Primiani v. Federal Insurance

RAWLINSON, Circuit Judge, dissenting.

I respectfully dissent. In my view, the allegations of the Third Amended Complaint (Complaint) were stretched almost beyond recognition by the majority to preserve the semblance of a covered claim.

I agree, with the majority that the Complaint is the appropriate starting point for determining an insurer’s duty to defend. See Pension Trust Fund v. Fed. Ins. Co., 307 F.3d 944, 949 (9th Cir.2002). However, I disagree that the allegations of the Complaint in this case trigger that duty.

The Plaintiffs in this case seek insurance coverage for the tort of disparagement. The pivotal inquiry in resolving the coverage issue is whether the Plaintiffs were acting within the scope of their duties as employees of myCFO when the disparaging statements were made. I part company with the majority because I do not read the Complaint as supporting the conclusion that the Plaintiffs were acting within the scope of their duties as employees of myCFO. Rather, I read the allegations of the Complaint as asserting loudly and clearly that Plaintiffs were in no wise acting for the benefit of myCFO when they uttered the disparaging remarks.

In a nineteen-page Complaint, the majority relies on a mere eight lines to sup*906port its conclusion that the Plaintiffs were acting for the benefit of myCFO when they disparaged the successor company to myCFO.
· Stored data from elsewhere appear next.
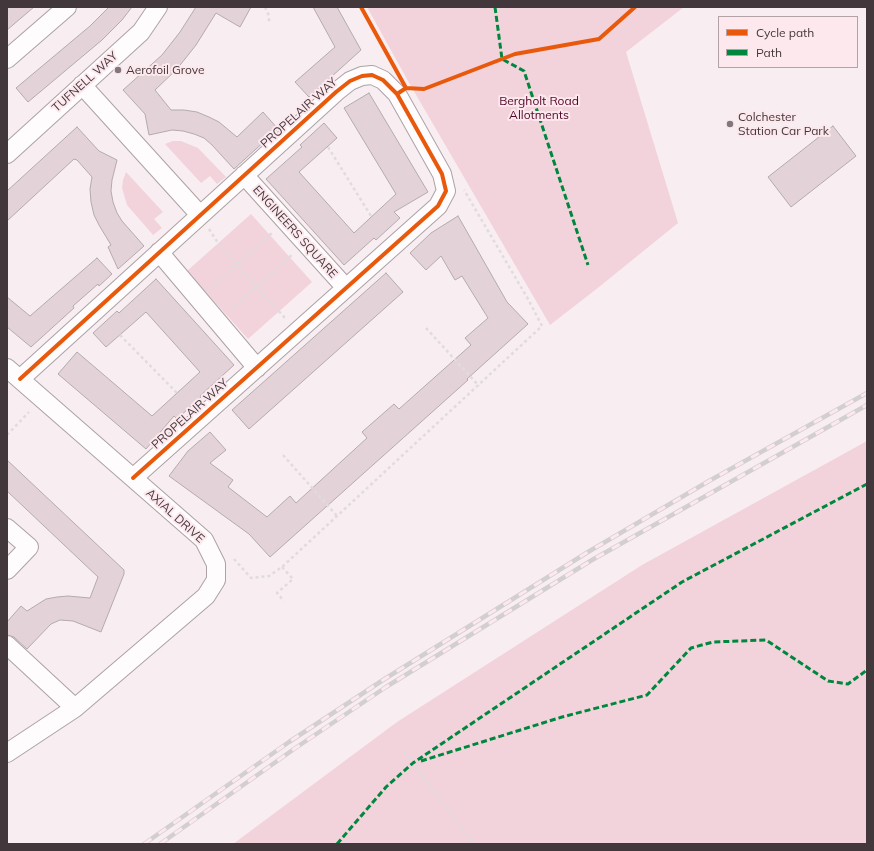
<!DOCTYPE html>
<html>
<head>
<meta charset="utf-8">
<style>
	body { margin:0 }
	#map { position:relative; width:874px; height:851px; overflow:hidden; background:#f8edf0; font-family:Mulish,sans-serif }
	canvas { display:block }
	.frame { position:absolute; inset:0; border:8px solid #42383b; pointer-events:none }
	.legend { position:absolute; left:718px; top:16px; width:140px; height:52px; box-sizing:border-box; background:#fde8ed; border:1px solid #b2a2a6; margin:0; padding:5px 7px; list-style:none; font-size:12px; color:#42383b }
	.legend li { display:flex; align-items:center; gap:8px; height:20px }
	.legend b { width:20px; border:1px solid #b2a2a6 }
</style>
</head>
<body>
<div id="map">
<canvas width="874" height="851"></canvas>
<div class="frame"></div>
<ul class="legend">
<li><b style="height:5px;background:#e8590c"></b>Cycle path</li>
<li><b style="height:5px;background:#00873e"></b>Path</li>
</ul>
</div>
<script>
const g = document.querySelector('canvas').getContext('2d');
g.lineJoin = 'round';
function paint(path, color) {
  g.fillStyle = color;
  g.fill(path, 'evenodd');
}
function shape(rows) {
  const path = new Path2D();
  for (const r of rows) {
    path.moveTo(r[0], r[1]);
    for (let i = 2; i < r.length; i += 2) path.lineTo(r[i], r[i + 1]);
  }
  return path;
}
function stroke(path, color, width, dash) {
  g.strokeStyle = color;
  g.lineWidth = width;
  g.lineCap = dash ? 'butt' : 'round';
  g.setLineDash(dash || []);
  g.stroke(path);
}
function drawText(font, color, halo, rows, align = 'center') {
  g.font = font + ' Mulish,sans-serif';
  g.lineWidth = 4;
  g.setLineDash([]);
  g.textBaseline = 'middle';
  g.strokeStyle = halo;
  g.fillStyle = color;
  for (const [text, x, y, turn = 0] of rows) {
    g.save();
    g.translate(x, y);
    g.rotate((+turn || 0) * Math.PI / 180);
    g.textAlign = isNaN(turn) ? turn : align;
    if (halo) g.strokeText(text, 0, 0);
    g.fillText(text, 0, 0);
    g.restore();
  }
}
const green = shape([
	[367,7,684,7,626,52,678,223,599,287,550,325,408,81],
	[173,141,181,141,198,148,226,177,217,184,210,176,201,183,165,144],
	[126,172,163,212,154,219,162,228,153,235,127,205,122,188,123,180],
	[251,214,312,282,248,339,187,271],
	[867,441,867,844,233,844,397,722,642,565]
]);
const building = shape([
	[7,7,34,7,7,30,7,7],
	[109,7,132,7,122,20,102,40,28,102,16,88,90,26,109,7],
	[196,7,251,7,240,27,216,13,196,45,177,69,155,90,171,110,184,110,197,112,209,117,219,122,237,137,263,112,278,129,234,169,212,145,204,138,194,134,183,131,172,130,149,135,145,114,123,90,162,55,180,32,196,7],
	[313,7,337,7,361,50,309,97,295,82,335,47,313,7],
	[369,93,428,192,394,212,400,218,376,240,374,238,344,265,266,179,302,147,300,145,324,123,337,138,299,172,354,233,396,194,344,108,369,93],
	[833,126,856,156,791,207,768,177,833,126],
	[77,127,99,151,117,160,112,180,111,191,113,202,117,213,122,221,144,246,118,269,108,247,111,245,99,225,94,215,91,202,90,189,92,177,77,160,74,159,7,221,7,191,77,127],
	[458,216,507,302,528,324,467,379,468,380,270,557,249,534,169,476,188,451,210,432,226,450,210,463,233,480,228,487,267,517,290,496,296,503,367,438,362,432,394,404,399,409,471,345,465,338,488,318,462,276,455,280,441,256,426,270,410,253,431,233,458,216],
	[97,258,112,274,99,286,98,284,73,306,74,308,31,347,7,327,7,297,30,316,97,258],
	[386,273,403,292,249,429,232,410,386,273],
	[156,279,234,365,200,396,201,397,177,419,174,416,146,449,58,374,77,352,152,416,200,372,146,312,106,347,93,333,117,311,119,313,156,279],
	[7,460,124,570,124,574,101,632,73,621,60,620,51,624,27,649,14,637,7,635,7,622,21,606,27,611,46,599,57,597,68,596,90,598,98,577,7,491,7,460]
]);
const path = shape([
	[265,7,269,16,269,24],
	[328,147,371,216],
	[209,229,220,246,285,318],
	[212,288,273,232],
	[231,309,293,254],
	[426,328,479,386],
	[120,335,177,393],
	[7,435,29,412],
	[283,455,337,516],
	[234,559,251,578,269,576,282,567,542,326,528,299,464,190],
	[282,567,293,579,277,593,284,601],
	[404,752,474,844]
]);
const minor = shape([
	[7,59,67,7],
	[82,85,200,215],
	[7,154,141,32,158,7],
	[244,175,346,288],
	[159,252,257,368],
	[7,368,204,540,216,564,216,580,206,596,75,708,7,753],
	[20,379,336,92,350,81,362,76,372,75,383,80,397,94,442,174,446,191,438,206,133,478],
	[7,528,29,547,7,570],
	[7,645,75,708]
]);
const rail = shape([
	[144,844,289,742,383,680,588,552,709,481,867,393],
	[160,844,294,749,386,687,592,560,867,405]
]);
const quiet = shape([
	[495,7,502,59,524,71,588,265],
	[421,761,562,717,647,695,691,648,713,642,766,640,828,681,848,684,867,670],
	[337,844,386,787,413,763,682,582,867,484]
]);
const cycleway = shape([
	[361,7,406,88],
	[397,94,406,88,424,89,515,54,599,39,635,7],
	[20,379,336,92,350,81,362,76,372,75,383,80,397,94,442,174,446,191,438,206,133,478]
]);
const markers = [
	[118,70,4,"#82777a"],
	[730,124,4,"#82777a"]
];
const poiNames = [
	["Aerofoil Grove",126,70],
	["Colchester",738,117],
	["Station Car Park",738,131]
];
const streetNames = [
	["TUFNELL WAY",85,82,-42],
	["PROPELAIR WAY",299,113,-42],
	["ENGINEERS SQUARE",295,232,48],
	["PROPELAIR WAY",190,414,-42],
	["AXIAL DRIVE",175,516,42]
];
const parkNames = [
	["Bergholt Road",539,101],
	["Allotments",539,115]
];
paint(green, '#f2d3dc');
paint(building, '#e3d2d7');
stroke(building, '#b4aaad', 1);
stroke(minor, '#aca2a5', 20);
stroke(path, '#e0dcdd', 2.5, [3, 3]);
stroke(minor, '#fefcfd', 18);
stroke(rail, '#d3cfd1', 4.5);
stroke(rail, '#fde8ed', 3, [9]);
stroke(quiet, '#00873e', 3, [6, 3]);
stroke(cycleway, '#e8590c', 4);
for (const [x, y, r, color] of markers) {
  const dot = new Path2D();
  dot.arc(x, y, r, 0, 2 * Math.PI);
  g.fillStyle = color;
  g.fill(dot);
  stroke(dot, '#fde8ed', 1.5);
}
drawText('12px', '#42383b', '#fde8ed', poiNames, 'left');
drawText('12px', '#42383b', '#fde8ed', streetNames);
drawText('12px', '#520529', '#fde8ed', parkNames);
</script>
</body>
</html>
In deciding whether a duty to defend exists, we must consider the Complaint in its entirety. Buena Vista Mines, Inc. v. Indus. Indent. Co., 87 Cal.App.4th 482, 488, 104 Cal.Rptr.2d 557 (2001). Doing so compels the conclusion that the Plaintiffs were not acting for the benefit of myCFO. Rather, the Complaint asserts a systematic effort by the Plaintiffs to siphon myCFO’s clients for the benefit of a competing company formed by the Plaintiffs. The allegations in the Complaint, including those linked to the disparagement claim, echo that theme, which is the antithesis of acting for the benefit of myCFO. See Milazo v. Gulf Ins. Co., 224 Cal.App.3d 1528, 1539, 274 Cal.Rptr. 632 (1990) (“To hold that a partner could be covered under a partnership general liability policy for his acts against the very business organization that gives him his status as an insured person would turn the concept of partnership coverage on its head____ [W]hen a partner acts to misappropriate a partnership asset, interest or economic opportunity ... he cannot, as a matter of law, be deemed to be acting in his capacity as a partner ...”). (emphasis in the original); see also Lomes v. Hartford Fin. Srvs. Grp., 88 Cal.App.4th 127, 134, 105 Cal. Rptr.2d 471 (applying Milazo in a corporation setting).

We should not be lured into concluding otherwise by the Plaintiffs’ newly-minted and farfetched argument that they were duty-bound to disparage myCFO to obtain client consent forms permitting myCFO to continue servicing the clients’ accounts. What client would sign a consent form after being told that myCFO would be unable to continue to perform satisfactorily? If the Plaintiffs disparaged myCFO, one would be hard-pressed to say that it was for the benefit of myCFO. In relying on Plaintiffs’ after-the-fact explanation, the majority opinion fails to focus on the allegations of the Complaint. See Lomes at 132, 105 Cal.Rptr.2d 471 (explaining that the court must “comparte] the allegations of the complaint with the terms of the policy”) (citation omitted); see also Pension Trust Fund, 307 F.3d at 949.

Because I conclude that the Plaintiffs were not acting for the benefit of myCFO when they disparaged myCFO, I would affirm the district court’s ruling in favor of the insurers.